[ABOUT THIS EXERCISE]:
Output exactly the span of lines beginning with the one that holds "Enumerate all place" and ending with the last line of the data below.
___ PROVIDED RECORDS
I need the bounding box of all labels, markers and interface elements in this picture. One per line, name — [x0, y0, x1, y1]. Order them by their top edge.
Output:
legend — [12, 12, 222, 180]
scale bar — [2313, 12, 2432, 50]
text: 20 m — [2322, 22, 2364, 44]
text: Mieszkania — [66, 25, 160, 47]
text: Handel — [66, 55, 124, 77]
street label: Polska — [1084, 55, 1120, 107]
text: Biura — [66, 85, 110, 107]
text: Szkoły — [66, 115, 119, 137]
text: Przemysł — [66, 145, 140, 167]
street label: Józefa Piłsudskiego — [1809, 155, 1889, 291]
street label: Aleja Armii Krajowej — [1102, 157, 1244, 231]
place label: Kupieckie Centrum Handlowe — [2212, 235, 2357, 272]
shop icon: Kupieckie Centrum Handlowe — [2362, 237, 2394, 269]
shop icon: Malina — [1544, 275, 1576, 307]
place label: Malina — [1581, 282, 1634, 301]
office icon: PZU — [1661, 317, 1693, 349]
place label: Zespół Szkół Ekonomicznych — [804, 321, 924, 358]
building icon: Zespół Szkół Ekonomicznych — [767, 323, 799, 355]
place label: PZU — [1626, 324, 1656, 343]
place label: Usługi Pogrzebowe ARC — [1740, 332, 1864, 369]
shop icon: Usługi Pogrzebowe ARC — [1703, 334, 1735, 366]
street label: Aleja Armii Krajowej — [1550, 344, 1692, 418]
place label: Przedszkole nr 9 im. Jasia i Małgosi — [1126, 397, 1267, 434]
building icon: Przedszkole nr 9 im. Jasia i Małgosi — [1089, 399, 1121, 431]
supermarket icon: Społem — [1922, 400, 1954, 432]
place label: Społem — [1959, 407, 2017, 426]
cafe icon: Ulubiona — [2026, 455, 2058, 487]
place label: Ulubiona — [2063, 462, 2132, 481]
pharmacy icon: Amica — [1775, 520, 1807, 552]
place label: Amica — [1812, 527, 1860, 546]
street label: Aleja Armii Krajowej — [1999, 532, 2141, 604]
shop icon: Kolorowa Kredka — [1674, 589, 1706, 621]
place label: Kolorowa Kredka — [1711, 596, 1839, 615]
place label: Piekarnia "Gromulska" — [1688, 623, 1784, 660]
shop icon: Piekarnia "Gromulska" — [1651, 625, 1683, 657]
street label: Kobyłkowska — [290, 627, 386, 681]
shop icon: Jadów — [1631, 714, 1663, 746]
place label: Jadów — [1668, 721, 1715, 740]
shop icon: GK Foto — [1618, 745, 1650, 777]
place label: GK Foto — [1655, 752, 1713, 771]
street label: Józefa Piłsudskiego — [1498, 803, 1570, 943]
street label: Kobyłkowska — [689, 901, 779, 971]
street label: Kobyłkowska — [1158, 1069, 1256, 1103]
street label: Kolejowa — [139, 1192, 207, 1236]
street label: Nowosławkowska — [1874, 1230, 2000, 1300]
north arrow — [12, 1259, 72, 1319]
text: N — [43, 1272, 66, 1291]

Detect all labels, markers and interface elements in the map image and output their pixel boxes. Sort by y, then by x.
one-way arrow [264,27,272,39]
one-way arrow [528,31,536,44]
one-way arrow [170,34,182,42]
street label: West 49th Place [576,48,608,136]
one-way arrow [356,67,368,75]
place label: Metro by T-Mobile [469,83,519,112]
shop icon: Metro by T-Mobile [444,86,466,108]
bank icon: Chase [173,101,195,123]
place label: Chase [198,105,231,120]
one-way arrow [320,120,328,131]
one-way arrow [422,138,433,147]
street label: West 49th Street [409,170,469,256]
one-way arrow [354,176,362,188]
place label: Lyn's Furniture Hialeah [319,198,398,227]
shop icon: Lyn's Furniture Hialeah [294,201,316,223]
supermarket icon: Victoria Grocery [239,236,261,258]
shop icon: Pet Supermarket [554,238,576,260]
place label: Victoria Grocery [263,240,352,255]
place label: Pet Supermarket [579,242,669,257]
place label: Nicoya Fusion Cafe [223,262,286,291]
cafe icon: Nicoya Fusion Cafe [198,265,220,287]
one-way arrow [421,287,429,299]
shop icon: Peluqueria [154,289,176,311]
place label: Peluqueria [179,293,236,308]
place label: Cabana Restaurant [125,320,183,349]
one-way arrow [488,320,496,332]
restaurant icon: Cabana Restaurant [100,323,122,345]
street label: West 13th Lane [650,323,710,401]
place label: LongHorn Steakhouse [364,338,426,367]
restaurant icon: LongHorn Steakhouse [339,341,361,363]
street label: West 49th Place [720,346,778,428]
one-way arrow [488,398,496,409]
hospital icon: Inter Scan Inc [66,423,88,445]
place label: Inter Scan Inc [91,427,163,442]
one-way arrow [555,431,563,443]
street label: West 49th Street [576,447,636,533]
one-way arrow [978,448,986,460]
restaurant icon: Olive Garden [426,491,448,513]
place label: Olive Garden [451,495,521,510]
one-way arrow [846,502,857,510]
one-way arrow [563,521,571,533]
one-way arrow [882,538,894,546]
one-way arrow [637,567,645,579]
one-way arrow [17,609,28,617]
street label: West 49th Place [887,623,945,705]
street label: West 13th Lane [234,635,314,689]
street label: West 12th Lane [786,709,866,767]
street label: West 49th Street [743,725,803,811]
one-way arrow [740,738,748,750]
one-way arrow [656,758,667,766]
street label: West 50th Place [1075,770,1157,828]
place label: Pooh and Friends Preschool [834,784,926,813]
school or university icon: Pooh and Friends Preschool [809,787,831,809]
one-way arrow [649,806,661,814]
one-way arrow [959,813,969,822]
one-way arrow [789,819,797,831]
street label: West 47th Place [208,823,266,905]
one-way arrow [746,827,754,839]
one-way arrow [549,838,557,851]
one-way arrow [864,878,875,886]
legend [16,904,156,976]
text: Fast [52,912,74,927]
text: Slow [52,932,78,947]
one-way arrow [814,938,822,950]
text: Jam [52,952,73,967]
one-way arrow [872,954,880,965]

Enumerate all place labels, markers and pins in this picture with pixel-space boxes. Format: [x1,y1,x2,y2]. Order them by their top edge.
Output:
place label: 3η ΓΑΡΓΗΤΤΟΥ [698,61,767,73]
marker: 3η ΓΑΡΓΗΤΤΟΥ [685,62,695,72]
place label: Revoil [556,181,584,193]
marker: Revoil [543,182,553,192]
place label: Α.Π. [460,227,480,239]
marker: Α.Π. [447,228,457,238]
______
[OUTPUT OF THE TASK]:
Enumerate all place labels, markers and pins in this picture with pixel-space boxes. Format: [x1,y1,x2,y2]. Order them by their top edge.
Output:
place label: 3η ΓΑΡΓΗΤΤΟΥ [698,61,767,73]
marker: 3η ΓΑΡΓΗΤΤΟΥ [685,62,695,72]
place label: Revoil [556,181,584,193]
marker: Revoil [543,182,553,192]
place label: Α.Π. [460,227,480,239]
marker: Α.Π. [447,228,457,238]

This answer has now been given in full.